> _Work to be completed_: Restate each entry exactly, without pictures.

── Data listing ──

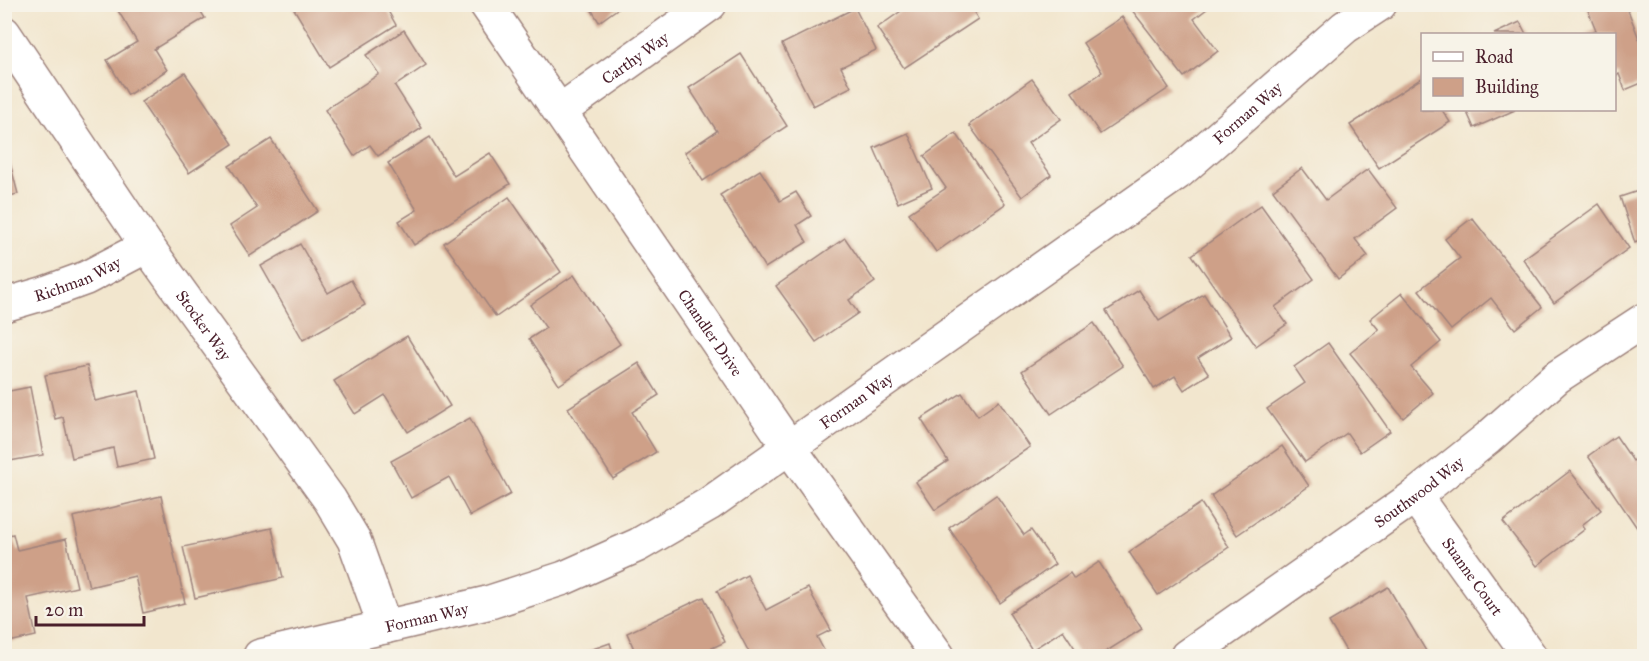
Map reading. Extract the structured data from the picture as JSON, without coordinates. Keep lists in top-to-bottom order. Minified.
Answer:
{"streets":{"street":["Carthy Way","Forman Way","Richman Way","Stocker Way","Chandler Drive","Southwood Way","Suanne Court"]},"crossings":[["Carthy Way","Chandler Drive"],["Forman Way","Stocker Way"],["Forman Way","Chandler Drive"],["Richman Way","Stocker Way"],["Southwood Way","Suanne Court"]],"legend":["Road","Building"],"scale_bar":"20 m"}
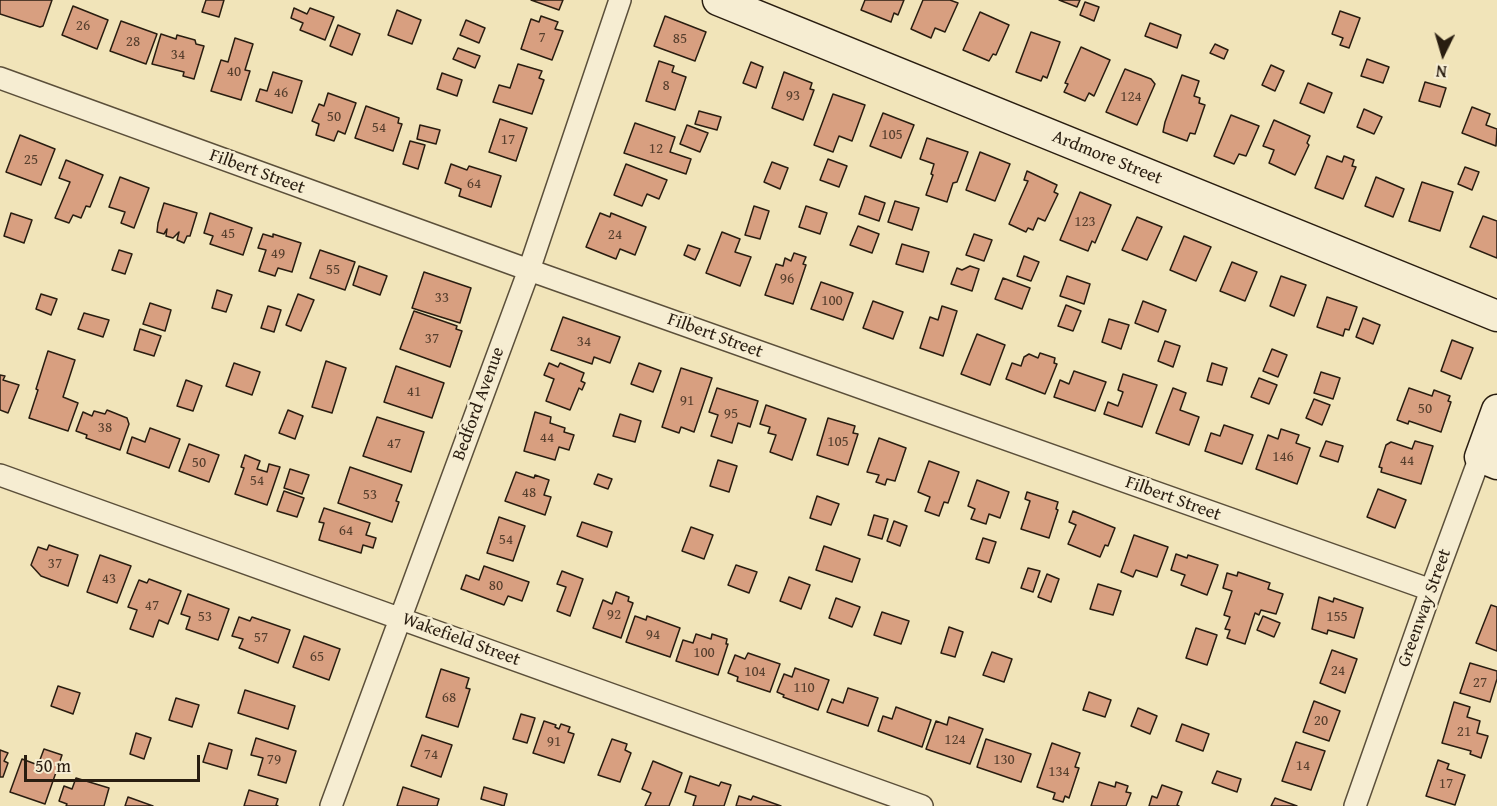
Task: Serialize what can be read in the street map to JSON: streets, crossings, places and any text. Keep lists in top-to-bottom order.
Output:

───

> _Written solution_:
Map reading. Extract the structured data from the picture as JSON, without coordinates. Keep lists in top-to-bottom order. Minified.
Answer:
{"streets":{"street":["Carthy Way","Forman Way","Richman Way","Stocker Way","Chandler Drive","Southwood Way","Suanne Court"]},"crossings":[["Carthy Way","Chandler Drive"],["Forman Way","Stocker Way"],["Forman Way","Chandler Drive"],["Richman Way","Stocker Way"],["Southwood Way","Suanne Court"]],"legend":["Road","Building"],"scale_bar":"20 m"}
Task: Serialize what can be read in the street map to JSON: streets, crossings, places and any text. Keep lists in top-to-bottom order.
Output:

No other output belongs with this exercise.